Introduction to Information Retrieval Course | IISER Kolkata | Prof. Dwaipayan Roy
Course Details
| Exam Registration | 2679 |
|---|---|
| Course Status | Ongoing |
| Course Type | Elective |
| Language | English |
| Duration | 12 weeks |
| Categories | Computer Science and Engineering |
| Credit Points | 3 |
| Level | Undergraduate/Postgraduate |
| Start Date | 19 Jan 2026 |
| End Date | 10 Apr 2026 |
| Enrollment Ends | 02 Feb 2026 |
| Exam Registration Ends | 20 Feb 2026 |
| Exam Date | 25 Apr 2026 IST |
| NCrF Level | 4.5 — 8.0 |
Introduction to Information Retrieval: Your Gateway to the Science of Search
In today's data-driven world, the ability to find relevant information efficiently is paramount. The Introduction to Information Retrieval (IR) course, offered by the Indian Institute of Science Education and Research (IISER), Kolkata, and led by Prof. Dwaipayan Roy, provides a deep dive into the foundational science behind search engines and modern document retrieval systems. This 12-week journey is meticulously designed for undergraduate and postgraduate students to master the core principles and cutting-edge applications of IR.

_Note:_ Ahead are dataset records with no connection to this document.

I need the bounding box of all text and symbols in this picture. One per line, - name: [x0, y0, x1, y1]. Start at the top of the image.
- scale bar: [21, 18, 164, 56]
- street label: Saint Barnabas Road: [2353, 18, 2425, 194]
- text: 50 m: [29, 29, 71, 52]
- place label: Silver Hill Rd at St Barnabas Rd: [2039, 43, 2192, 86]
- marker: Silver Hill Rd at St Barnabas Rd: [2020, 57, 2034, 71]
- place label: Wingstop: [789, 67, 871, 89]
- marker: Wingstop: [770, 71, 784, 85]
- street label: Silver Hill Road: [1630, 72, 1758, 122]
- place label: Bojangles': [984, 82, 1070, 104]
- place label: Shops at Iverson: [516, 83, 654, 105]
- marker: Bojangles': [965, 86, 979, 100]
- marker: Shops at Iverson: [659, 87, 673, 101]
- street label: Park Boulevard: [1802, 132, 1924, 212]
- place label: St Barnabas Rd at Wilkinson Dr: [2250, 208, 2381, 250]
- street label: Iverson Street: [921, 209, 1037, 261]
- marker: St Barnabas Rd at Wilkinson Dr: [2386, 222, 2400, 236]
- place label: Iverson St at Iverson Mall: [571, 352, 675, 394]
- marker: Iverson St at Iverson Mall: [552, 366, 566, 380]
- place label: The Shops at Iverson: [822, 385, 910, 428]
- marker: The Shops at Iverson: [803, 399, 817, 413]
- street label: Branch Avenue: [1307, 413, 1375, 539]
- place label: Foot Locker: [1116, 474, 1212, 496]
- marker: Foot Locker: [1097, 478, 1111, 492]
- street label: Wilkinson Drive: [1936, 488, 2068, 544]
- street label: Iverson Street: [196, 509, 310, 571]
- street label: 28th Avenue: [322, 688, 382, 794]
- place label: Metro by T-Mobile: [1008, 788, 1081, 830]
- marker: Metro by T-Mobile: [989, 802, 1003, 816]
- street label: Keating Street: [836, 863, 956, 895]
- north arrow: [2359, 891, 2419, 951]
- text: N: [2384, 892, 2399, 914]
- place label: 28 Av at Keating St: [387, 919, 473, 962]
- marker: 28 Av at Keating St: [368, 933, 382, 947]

Meet Your Instructor: Prof. Dwaipayan Roy
Prof. Dwaipayan Roy brings a wealth of expertise to this course. He earned his PhD in Computer Science from the prestigious Indian Statistical Institute, Kolkata, and further honed his research skills as a Post-doctoral Researcher at GESIS – Leibniz Institute for the Social Sciences in Cologne, Germany. Currently serving as an Assistant Professor at IISER Kolkata, Prof. Roy's academic and research background ensures that the course content is both rigorous and aligned with contemporary industry and research trends.
Course Overview and Prerequisites
This course offers a comprehensive introduction to Information Retrieval, balancing theoretical concepts with practical, hands-on implementation. It is structured to prepare students for advanced academic research as well as lucrative industry roles in technology.
Prerequisites:
- Basic knowledge of programming languages like Java or Python.
- Fundamental understanding of data structures and algorithms.
Industry Support & Recognition:
Information Retrieval is a critical skill across the tech landscape. This course is highly valued by leading companies, including:
- Google: For core work in web search, document retrieval, and question-answering systems.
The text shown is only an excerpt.